─── Input records

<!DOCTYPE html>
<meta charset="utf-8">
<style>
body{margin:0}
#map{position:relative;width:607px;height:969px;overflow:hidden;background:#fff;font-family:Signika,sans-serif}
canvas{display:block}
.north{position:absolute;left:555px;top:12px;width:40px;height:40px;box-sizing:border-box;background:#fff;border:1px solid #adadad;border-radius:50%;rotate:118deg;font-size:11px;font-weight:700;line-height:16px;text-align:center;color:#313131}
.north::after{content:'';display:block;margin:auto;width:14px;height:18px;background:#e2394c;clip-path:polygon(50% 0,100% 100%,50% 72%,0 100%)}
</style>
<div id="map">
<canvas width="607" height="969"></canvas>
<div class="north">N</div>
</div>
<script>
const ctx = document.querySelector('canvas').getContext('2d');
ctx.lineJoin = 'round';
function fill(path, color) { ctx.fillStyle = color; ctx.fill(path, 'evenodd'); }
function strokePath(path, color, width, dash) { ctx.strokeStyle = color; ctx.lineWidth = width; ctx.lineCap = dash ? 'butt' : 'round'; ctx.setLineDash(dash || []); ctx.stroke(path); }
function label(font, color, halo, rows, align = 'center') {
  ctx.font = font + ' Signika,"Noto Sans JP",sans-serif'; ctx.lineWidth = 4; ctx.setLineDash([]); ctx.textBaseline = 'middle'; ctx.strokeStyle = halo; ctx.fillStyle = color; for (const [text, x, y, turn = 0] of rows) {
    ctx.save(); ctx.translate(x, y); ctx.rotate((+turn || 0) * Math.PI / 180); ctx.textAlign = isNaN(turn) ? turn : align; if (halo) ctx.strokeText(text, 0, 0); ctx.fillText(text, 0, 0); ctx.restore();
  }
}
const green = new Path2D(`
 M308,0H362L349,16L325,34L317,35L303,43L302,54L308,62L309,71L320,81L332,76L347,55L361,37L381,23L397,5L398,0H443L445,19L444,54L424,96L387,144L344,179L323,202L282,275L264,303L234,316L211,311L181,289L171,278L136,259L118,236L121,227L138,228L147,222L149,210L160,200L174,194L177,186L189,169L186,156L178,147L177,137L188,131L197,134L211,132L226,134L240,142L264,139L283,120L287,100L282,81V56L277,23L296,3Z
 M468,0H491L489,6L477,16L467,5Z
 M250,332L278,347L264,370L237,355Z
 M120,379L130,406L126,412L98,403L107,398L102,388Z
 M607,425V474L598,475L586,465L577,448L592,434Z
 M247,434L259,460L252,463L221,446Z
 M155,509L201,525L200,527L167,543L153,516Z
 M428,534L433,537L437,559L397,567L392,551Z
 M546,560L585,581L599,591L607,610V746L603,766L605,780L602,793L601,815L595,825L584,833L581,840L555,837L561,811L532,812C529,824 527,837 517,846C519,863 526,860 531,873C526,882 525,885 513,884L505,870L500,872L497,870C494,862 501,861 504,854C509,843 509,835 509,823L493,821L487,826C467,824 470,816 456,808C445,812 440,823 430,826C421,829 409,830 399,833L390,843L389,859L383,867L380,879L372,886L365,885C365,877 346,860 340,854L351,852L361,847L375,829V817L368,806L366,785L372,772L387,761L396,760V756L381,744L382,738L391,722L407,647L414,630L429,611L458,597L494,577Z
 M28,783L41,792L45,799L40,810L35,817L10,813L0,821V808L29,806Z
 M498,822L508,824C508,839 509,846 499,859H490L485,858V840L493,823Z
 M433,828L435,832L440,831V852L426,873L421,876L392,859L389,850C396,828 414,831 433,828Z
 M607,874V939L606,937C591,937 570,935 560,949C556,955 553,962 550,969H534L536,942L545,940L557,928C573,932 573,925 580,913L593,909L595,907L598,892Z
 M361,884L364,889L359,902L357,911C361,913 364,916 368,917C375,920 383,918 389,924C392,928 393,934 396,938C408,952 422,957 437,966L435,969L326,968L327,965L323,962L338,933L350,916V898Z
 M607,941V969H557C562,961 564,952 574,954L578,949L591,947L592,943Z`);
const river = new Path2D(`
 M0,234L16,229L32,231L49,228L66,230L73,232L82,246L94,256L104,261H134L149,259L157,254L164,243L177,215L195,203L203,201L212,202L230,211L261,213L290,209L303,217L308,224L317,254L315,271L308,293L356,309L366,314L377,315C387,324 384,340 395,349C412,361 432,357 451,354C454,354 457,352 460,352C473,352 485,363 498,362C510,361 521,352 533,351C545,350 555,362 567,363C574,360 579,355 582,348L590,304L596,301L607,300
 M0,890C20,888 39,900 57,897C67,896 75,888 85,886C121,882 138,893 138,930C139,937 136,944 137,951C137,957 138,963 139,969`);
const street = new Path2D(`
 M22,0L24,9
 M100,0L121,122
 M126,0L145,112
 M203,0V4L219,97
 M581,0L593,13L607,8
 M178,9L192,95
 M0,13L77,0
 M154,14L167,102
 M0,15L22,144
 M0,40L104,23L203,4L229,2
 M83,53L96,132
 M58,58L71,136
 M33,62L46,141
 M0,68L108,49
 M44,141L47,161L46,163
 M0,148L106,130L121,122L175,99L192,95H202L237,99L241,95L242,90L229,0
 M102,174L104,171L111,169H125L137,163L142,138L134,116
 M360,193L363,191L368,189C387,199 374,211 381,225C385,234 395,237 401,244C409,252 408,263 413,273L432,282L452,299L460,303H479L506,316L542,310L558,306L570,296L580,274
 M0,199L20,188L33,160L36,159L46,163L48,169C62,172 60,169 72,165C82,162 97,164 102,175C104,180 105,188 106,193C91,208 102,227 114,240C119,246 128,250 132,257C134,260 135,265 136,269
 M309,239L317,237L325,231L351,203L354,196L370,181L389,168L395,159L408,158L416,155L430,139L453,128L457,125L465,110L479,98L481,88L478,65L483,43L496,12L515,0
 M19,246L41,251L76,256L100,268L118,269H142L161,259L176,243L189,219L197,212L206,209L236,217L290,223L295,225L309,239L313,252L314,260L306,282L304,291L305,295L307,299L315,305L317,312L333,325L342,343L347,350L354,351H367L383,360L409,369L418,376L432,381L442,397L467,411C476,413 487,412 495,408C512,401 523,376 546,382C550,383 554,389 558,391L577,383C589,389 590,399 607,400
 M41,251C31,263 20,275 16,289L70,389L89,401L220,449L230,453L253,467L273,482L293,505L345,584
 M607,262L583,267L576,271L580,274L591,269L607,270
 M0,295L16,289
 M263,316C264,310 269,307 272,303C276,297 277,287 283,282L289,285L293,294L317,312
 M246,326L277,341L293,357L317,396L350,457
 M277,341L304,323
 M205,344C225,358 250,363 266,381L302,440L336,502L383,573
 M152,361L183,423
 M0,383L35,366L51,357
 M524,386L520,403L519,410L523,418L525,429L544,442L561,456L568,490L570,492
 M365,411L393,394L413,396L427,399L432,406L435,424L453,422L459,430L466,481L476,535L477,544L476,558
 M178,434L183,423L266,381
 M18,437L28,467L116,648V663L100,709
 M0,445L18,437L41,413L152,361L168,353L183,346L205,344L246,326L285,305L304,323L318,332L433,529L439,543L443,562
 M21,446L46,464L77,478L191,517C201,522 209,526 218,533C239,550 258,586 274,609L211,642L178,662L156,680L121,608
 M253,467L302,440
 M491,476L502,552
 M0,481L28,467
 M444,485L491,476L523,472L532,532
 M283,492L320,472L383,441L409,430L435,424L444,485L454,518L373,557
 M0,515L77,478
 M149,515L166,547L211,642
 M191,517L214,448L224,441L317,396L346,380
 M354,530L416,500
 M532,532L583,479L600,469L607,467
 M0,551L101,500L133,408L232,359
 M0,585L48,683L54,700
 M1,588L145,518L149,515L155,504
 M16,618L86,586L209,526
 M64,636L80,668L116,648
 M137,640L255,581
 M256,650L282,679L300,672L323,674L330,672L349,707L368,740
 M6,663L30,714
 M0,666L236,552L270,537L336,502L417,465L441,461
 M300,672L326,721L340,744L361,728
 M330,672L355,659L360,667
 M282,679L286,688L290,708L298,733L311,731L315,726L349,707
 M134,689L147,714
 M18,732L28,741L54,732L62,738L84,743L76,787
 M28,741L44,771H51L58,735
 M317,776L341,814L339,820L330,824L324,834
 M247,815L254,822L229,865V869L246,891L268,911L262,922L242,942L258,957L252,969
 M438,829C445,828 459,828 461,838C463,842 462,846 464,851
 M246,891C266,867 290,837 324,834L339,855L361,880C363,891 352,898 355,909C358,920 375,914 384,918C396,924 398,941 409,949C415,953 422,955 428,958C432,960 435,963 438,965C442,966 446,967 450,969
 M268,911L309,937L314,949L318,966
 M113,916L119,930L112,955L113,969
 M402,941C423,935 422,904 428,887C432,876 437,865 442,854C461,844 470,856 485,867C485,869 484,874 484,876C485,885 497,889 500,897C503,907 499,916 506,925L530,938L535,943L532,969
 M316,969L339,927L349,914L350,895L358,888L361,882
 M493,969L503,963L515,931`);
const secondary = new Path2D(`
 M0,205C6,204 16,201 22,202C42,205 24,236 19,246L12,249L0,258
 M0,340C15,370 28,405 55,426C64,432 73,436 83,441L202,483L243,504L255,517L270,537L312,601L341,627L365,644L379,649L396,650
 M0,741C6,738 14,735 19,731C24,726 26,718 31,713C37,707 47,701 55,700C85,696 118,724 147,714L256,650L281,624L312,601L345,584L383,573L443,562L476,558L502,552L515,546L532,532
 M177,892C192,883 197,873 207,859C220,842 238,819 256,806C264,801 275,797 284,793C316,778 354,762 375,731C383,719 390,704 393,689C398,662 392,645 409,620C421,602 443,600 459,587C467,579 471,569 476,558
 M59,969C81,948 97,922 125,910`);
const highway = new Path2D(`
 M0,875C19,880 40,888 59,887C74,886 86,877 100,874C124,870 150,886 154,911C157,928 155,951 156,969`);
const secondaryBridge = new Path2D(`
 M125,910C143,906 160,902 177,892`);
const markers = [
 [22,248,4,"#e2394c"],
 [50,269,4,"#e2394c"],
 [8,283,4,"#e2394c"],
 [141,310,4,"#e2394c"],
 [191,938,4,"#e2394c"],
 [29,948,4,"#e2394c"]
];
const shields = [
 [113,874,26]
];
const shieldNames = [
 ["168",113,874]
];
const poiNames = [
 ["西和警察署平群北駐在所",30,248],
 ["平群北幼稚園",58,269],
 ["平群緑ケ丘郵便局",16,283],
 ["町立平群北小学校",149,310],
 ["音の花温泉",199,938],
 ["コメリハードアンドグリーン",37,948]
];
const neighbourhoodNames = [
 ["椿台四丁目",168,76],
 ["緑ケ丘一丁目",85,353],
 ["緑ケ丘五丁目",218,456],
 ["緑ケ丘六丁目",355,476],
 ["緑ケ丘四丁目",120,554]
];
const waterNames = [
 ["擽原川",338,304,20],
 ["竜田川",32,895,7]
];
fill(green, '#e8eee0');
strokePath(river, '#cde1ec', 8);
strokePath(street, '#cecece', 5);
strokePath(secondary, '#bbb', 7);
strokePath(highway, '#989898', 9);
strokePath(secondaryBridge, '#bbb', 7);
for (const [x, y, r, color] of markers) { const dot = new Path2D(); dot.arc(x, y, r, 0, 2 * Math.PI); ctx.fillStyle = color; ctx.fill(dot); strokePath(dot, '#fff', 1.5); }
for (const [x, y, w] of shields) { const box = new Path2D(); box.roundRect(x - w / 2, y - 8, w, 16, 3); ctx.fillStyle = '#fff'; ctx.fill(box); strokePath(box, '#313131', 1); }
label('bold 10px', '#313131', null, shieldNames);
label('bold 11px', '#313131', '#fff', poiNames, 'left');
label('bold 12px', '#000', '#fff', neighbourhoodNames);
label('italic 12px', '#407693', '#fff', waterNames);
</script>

──────

Your answer should be one number, the count of lines in the records that contain the word "turn".

• _Reply_:
2